Data to use:

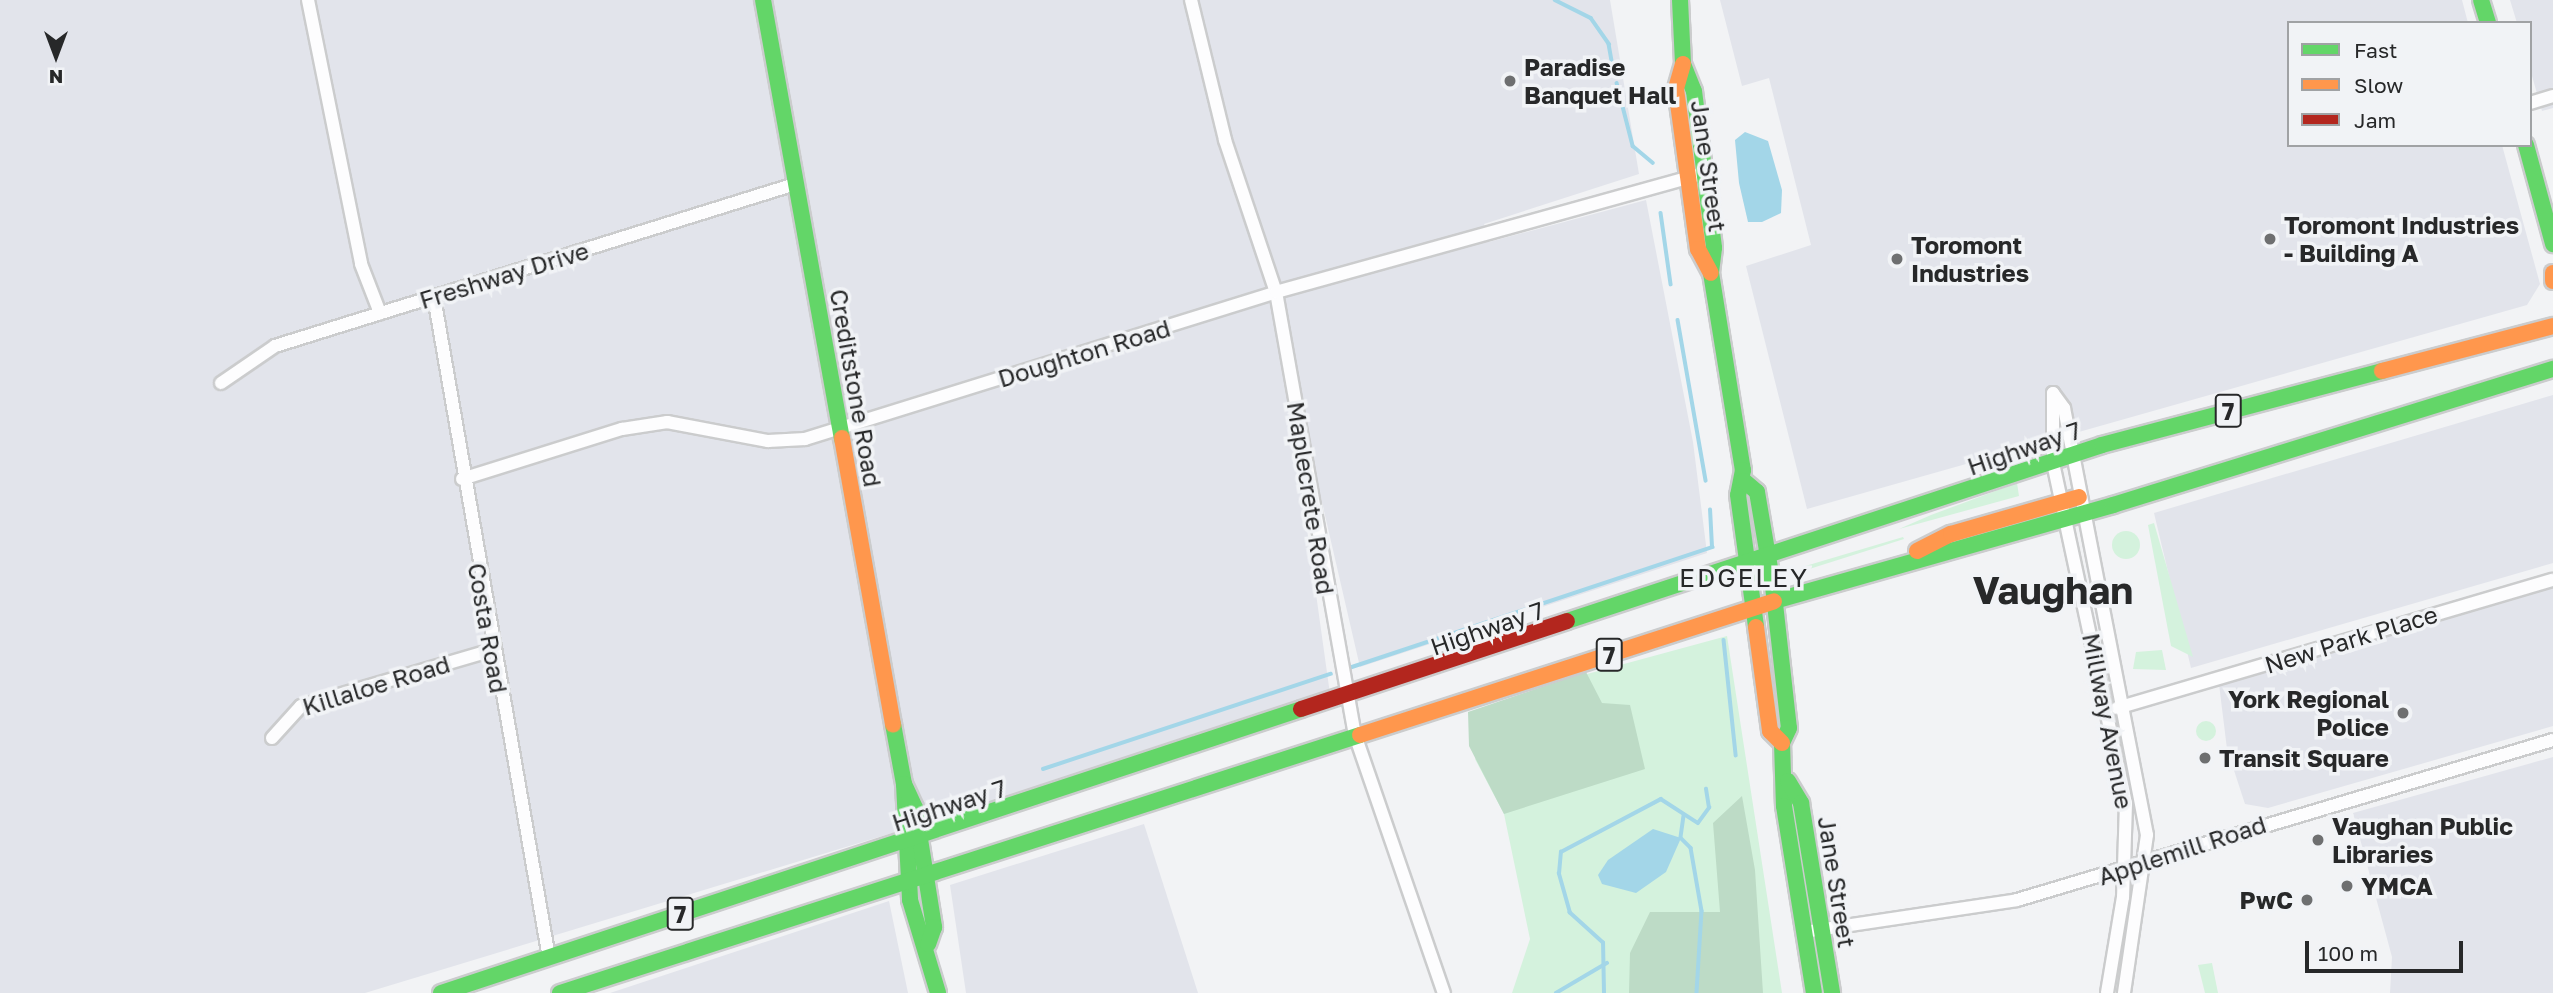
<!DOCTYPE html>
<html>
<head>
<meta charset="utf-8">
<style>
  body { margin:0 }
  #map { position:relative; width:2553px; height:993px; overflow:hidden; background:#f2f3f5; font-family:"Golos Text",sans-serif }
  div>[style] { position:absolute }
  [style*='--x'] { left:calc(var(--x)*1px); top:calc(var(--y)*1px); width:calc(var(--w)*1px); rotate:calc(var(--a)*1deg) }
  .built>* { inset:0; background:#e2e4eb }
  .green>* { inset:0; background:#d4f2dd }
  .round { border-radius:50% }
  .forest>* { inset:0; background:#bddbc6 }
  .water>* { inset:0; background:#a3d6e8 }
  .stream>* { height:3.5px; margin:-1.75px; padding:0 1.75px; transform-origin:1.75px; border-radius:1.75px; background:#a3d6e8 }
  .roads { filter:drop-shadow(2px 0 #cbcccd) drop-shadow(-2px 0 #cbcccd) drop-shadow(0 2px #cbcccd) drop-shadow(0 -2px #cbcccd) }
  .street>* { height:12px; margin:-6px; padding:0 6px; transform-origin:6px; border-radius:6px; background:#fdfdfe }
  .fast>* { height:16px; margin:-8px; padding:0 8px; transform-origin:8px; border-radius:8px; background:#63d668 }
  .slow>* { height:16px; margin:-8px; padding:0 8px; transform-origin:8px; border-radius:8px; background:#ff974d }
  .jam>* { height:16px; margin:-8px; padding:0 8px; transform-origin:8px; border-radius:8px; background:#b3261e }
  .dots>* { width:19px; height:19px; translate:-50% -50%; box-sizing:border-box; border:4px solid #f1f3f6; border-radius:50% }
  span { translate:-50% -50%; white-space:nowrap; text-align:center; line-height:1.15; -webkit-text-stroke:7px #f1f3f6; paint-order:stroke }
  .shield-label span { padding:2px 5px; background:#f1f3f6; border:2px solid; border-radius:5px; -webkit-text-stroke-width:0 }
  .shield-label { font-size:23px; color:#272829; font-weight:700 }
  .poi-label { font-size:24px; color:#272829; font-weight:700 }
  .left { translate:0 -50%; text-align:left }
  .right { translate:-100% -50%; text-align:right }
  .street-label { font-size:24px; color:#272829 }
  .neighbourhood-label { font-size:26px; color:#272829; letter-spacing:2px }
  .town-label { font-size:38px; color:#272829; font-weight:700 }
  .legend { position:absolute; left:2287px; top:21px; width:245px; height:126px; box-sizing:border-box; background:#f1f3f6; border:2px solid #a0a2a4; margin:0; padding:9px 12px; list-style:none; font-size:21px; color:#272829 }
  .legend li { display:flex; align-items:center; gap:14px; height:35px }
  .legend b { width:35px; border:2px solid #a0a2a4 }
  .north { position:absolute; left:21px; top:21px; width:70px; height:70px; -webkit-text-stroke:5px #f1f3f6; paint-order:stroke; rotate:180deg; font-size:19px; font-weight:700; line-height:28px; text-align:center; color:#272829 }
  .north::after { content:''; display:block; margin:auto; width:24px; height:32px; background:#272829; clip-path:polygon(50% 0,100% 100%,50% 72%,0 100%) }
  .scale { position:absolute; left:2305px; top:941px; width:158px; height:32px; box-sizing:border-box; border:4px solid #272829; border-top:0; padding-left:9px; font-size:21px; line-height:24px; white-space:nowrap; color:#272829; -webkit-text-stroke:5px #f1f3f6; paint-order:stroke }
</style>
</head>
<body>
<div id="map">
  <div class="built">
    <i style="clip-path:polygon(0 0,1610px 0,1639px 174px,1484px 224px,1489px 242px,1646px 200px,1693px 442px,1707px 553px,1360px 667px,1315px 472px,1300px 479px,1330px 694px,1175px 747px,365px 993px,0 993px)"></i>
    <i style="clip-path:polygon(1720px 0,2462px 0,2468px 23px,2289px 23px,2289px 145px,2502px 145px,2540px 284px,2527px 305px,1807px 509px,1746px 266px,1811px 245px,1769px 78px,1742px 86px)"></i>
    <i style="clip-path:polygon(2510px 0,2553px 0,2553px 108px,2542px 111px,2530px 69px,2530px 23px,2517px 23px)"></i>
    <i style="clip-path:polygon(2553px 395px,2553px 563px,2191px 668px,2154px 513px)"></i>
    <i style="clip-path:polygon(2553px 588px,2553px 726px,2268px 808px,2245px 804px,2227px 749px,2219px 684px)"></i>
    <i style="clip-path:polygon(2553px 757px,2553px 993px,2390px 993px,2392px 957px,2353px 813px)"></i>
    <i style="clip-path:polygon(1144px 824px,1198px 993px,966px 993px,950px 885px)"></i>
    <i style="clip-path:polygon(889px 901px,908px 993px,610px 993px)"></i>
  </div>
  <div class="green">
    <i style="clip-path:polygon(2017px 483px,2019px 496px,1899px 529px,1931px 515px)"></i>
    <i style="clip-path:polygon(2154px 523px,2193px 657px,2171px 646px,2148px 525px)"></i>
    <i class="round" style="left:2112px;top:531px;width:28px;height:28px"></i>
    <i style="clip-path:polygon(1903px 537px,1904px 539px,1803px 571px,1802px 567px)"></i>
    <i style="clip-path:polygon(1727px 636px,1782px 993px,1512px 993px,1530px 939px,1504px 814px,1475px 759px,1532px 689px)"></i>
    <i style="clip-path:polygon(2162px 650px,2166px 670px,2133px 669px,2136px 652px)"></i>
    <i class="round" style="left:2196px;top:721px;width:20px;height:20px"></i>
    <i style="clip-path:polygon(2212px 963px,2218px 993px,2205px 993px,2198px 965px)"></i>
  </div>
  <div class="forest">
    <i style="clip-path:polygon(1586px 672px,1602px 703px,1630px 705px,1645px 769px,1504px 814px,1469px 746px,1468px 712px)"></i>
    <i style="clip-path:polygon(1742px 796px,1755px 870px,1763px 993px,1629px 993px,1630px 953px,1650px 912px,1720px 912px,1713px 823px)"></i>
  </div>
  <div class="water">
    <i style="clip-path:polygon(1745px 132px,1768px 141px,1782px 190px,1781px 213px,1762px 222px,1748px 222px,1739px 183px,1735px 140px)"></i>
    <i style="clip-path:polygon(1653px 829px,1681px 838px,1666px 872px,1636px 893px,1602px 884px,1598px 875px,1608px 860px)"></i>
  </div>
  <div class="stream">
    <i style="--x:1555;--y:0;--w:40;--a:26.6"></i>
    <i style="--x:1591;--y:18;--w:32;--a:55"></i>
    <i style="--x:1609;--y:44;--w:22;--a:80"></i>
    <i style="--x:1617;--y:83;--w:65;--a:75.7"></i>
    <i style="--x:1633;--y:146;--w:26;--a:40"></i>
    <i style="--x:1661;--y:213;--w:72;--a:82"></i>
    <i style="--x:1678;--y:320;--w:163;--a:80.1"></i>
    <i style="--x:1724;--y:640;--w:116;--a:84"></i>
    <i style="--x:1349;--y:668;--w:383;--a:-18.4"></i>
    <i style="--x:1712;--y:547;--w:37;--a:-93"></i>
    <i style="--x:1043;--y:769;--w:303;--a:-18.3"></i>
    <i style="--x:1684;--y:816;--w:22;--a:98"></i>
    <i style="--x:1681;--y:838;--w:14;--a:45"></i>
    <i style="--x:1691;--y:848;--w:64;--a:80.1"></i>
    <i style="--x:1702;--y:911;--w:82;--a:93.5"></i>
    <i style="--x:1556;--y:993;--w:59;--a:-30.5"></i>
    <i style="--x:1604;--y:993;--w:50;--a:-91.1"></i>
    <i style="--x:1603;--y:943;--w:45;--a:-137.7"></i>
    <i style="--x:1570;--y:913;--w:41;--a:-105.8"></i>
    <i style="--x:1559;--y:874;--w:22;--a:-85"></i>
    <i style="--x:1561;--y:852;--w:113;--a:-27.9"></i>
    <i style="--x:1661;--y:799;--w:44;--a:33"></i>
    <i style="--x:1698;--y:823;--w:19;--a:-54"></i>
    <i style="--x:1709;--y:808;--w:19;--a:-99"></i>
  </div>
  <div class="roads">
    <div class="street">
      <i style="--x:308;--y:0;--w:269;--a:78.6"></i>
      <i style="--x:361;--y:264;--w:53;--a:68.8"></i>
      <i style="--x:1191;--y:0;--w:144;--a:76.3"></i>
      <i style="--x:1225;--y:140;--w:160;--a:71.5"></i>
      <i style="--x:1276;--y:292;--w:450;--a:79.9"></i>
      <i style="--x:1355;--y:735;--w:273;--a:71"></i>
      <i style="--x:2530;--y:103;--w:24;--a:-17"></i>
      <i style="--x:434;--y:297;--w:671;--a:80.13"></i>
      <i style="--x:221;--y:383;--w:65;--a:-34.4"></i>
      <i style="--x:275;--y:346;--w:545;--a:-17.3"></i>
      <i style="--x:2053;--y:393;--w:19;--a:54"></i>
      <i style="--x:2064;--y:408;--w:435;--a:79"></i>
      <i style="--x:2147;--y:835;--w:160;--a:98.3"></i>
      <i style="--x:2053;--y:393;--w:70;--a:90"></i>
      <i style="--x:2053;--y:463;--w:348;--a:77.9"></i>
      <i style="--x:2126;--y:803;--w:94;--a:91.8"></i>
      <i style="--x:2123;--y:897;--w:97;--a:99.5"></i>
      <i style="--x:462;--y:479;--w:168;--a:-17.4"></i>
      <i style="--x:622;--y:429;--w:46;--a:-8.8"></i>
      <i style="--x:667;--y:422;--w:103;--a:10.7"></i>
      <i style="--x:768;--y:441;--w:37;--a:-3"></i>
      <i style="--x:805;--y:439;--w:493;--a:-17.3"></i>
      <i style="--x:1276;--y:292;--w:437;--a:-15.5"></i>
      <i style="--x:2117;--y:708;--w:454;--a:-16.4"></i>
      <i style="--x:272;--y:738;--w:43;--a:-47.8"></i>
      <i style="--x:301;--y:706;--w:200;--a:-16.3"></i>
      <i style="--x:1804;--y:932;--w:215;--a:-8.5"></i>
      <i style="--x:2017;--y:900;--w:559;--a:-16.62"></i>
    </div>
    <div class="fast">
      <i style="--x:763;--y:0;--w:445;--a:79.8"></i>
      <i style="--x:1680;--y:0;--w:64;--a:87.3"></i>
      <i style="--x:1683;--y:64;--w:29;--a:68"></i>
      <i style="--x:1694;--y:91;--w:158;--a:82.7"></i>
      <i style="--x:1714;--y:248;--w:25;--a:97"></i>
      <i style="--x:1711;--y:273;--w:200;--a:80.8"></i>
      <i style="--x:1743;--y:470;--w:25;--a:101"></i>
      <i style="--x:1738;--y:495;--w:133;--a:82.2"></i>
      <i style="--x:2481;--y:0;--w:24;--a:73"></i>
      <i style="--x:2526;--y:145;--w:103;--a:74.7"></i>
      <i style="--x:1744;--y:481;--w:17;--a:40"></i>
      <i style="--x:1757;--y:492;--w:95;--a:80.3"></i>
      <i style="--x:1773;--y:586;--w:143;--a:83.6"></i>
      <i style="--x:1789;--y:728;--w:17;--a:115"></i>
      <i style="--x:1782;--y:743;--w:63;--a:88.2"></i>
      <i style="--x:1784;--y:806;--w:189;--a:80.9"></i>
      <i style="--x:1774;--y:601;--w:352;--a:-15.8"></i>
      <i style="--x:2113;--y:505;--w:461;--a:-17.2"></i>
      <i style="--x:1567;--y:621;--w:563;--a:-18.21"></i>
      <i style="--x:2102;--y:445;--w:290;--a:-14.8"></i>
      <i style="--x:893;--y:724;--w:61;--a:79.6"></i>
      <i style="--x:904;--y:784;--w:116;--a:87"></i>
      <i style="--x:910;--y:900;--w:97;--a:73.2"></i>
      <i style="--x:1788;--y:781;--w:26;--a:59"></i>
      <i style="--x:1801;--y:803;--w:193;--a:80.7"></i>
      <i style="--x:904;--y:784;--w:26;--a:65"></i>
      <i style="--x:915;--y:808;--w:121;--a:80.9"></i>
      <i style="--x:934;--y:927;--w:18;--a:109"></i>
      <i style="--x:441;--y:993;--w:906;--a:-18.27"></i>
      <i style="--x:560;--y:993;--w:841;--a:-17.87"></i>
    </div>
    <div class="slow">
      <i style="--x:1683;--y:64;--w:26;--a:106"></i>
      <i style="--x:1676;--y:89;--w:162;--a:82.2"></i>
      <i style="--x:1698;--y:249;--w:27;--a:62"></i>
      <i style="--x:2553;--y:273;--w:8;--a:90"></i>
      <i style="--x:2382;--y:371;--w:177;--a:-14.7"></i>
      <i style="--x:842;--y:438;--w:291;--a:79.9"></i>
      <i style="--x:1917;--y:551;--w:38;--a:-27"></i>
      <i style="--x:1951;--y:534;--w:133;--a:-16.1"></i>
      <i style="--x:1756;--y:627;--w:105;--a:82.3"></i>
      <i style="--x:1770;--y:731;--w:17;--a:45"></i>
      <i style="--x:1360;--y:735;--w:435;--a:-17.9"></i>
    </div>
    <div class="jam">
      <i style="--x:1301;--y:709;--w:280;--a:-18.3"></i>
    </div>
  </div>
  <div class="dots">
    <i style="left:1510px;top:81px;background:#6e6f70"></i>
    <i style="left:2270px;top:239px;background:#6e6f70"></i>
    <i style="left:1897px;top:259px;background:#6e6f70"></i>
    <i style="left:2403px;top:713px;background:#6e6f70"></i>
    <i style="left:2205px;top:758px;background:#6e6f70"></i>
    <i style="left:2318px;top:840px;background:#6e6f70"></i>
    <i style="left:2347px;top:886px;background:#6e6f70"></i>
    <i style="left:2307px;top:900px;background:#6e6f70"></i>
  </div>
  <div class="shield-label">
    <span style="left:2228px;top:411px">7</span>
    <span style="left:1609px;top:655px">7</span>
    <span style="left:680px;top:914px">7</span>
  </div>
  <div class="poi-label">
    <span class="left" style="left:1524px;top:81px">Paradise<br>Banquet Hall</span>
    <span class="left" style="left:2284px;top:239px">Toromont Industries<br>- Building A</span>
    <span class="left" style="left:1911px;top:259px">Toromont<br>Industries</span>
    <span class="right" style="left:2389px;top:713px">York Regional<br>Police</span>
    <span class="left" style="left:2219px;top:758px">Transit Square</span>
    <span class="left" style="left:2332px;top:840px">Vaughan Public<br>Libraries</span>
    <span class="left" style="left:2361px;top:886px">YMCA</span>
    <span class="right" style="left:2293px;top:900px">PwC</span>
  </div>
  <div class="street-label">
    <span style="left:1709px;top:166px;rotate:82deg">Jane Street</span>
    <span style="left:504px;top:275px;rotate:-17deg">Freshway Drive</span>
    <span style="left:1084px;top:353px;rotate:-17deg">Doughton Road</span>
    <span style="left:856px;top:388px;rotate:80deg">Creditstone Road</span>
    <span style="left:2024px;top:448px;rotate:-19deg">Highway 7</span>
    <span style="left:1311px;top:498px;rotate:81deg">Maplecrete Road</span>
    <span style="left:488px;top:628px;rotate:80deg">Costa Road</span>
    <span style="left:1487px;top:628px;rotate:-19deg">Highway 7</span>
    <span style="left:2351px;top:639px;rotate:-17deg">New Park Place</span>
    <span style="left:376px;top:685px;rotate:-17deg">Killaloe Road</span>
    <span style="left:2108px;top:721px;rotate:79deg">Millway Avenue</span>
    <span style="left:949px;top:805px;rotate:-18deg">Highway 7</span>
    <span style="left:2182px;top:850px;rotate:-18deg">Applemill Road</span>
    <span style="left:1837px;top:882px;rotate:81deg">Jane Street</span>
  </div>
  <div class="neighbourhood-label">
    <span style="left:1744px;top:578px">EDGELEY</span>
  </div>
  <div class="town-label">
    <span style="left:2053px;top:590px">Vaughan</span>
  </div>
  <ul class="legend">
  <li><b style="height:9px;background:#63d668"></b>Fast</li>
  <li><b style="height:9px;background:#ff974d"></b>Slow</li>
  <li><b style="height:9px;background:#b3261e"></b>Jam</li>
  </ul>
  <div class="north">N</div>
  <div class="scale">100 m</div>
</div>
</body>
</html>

Exercise description: The required output is an exact copy of the lines from the start of the material above through the line containing "filter:drop-shadow(2px 0 #cbcccd)", inclusive, with no pictures in it.

The answer:
<!DOCTYPE html>
<html>
<head>
<meta charset="utf-8">
<style>
  body { margin:0 }
  #map { position:relative; width:2553px; height:993px; overflow:hidden; background:#f2f3f5; font-family:"Golos Text",sans-serif }
  div>[style] { position:absolute }
  [style*='--x'] { left:calc(var(--x)*1px); top:calc(var(--y)*1px); width:calc(var(--w)*1px); rotate:calc(var(--a)*1deg) }
  .built>* { inset:0; background:#e2e4eb }
  .green>* { inset:0; background:#d4f2dd }
  .round { border-radius:50% }
  .forest>* { inset:0; background:#bddbc6 }
  .water>* { inset:0; background:#a3d6e8 }
  .stream>* { height:3.5px; margin:-1.75px; padding:0 1.75px; transform-origin:1.75px; border-radius:1.75px; background:#a3d6e8 }
  .roads { filter:drop-shadow(2px 0 #cbcccd) drop-shadow(-2px 0 #cbcccd) drop-shadow(0 2px #cbcccd) drop-shadow(0 -2px #cbcccd) }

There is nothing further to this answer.